Monday, June 21

Hijacked by Life and Death

Has it really been 9 days since my last post? I guess so. Where once I wouldn't be caught skipping on a day of blogging, infatuated as I was by the premise of 'Julie & Julia' now I find myself once again resorting to a more practical solution of blogging when I can. Life and Death had a hand in taking over my time this week.

First on a tragic note: a good friend of ours, a young mother of two who has been battling cancer for some time now, got really bad news that there might not be much time left. She was also leaving Bangkok so there is a good chance we might not see her again. This played very heavy on all of our minds and so we all grouped together to offer moral support and at the same time spend some quality time with her.
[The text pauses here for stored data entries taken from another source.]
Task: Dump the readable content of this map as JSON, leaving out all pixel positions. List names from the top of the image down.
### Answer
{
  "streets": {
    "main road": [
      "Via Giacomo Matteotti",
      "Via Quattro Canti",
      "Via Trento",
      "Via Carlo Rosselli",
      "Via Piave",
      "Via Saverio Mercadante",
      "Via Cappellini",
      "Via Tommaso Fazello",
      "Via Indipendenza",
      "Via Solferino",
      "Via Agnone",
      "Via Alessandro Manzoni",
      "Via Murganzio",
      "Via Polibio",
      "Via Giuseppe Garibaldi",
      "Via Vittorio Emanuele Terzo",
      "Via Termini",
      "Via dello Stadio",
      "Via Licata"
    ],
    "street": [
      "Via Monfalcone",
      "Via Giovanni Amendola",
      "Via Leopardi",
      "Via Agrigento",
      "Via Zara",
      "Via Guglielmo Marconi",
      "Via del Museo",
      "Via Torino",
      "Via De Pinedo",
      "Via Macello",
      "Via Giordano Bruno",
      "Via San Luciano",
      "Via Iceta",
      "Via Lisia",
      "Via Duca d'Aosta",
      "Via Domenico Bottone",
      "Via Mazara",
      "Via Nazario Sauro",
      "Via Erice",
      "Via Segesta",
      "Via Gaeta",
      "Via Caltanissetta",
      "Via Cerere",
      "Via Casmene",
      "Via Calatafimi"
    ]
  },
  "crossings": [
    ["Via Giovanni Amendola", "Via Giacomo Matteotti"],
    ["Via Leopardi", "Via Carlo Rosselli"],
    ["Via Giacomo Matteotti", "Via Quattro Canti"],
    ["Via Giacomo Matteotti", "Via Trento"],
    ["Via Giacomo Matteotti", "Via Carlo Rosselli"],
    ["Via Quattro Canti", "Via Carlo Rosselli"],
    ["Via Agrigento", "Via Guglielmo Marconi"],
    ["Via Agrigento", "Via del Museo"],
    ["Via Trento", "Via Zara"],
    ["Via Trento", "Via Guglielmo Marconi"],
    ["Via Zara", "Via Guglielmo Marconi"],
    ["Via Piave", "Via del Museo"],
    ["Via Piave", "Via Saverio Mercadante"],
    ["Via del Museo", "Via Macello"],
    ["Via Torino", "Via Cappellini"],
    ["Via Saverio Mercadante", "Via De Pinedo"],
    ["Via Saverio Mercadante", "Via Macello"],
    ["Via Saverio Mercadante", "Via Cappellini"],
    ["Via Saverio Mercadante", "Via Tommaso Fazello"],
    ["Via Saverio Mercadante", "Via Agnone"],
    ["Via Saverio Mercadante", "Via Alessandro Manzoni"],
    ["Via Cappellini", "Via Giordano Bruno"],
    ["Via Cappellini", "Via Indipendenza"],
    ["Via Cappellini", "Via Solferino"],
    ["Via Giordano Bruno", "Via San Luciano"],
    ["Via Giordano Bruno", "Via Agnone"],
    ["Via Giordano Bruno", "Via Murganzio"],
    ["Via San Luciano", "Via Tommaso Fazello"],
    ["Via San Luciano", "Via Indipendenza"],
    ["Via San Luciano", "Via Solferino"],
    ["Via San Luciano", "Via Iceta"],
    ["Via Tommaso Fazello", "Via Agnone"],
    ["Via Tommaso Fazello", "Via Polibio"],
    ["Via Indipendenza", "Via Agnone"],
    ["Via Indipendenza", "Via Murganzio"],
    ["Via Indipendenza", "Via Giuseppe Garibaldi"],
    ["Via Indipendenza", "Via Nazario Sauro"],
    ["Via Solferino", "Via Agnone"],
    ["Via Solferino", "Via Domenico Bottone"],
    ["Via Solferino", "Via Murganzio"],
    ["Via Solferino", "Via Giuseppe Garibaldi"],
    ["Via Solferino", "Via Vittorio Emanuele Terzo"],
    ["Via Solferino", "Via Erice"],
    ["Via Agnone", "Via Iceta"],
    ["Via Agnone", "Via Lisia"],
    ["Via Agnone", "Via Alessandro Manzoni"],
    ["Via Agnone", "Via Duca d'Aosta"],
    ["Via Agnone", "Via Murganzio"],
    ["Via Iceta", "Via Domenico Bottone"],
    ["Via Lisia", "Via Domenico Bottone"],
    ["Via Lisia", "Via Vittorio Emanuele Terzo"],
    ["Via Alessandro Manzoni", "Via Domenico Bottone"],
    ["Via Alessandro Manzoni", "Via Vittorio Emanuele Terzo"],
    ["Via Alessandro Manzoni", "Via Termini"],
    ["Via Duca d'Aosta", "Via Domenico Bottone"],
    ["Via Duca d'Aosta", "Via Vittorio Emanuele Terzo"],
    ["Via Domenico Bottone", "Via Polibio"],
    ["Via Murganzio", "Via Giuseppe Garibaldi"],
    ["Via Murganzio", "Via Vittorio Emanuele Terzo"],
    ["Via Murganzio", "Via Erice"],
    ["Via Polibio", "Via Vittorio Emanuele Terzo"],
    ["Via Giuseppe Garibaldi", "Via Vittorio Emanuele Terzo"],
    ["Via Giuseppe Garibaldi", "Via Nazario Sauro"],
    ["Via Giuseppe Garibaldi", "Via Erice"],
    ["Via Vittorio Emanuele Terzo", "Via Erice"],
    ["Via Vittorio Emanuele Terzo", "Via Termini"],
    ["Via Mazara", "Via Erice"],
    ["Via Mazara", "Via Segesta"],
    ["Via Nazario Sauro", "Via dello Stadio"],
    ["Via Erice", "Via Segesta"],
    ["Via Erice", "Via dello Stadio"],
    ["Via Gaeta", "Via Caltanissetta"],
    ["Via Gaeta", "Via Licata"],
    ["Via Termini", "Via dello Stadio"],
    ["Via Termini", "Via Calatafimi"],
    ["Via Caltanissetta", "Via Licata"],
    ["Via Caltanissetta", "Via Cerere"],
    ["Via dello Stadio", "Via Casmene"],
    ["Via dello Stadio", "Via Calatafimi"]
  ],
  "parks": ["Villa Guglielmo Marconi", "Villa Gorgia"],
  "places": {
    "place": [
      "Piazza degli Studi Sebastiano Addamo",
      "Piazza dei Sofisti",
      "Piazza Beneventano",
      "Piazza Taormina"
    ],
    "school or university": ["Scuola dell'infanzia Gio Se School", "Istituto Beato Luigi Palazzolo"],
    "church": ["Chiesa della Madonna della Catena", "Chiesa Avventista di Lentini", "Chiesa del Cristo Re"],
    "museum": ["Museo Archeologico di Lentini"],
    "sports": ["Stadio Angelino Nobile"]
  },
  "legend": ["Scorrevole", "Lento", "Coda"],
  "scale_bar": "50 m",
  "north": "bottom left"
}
To make matters worse her husband very likely failed to deal with the reality at hand and had found refuge with another woman, something that she had already known for some time. It was very strange to realize that our friend, even though confronted with the worst possible scenario still decided to forgive him and asked everyone to not confront her husband for the sake of her children. I have seriously not met a more noble and forgiving person. Emotions ran high this weekend and with the amount of people flying in to visit her and with preparing for her trip back home, while still making hospital visits, I simply decided to take away from sitting behind my computer and connect on a more personal level with others.

When my own mother passed away a couple of years ago, due to a wasted body that simply couldn't keep up with the after effects of chemotherapy and radiation therapy, she left me with a few wise lessons. Never the one to preach, she rather taught by example. She made me realize that life does go on and we can only find happiness by accepting the reality as it revolves around us. A down to earth Dutch mentality was something my mother always exhibited when it came down to emotional matters. We connect with them, but never lose ourselves in them, waiting patiently for the emotion to run its course , after which we pick ourselves up and move on. So with that in mind I find myself once again staring at my old dusty resume and freelance website, which I have to freshen up in order to find a job. I haven't let go of my idea to reinvent myself professionally, nor of Simon & Sally, but I realize that everything has its place and if the time isn't right, the universe and all the forces within will let me know when it is.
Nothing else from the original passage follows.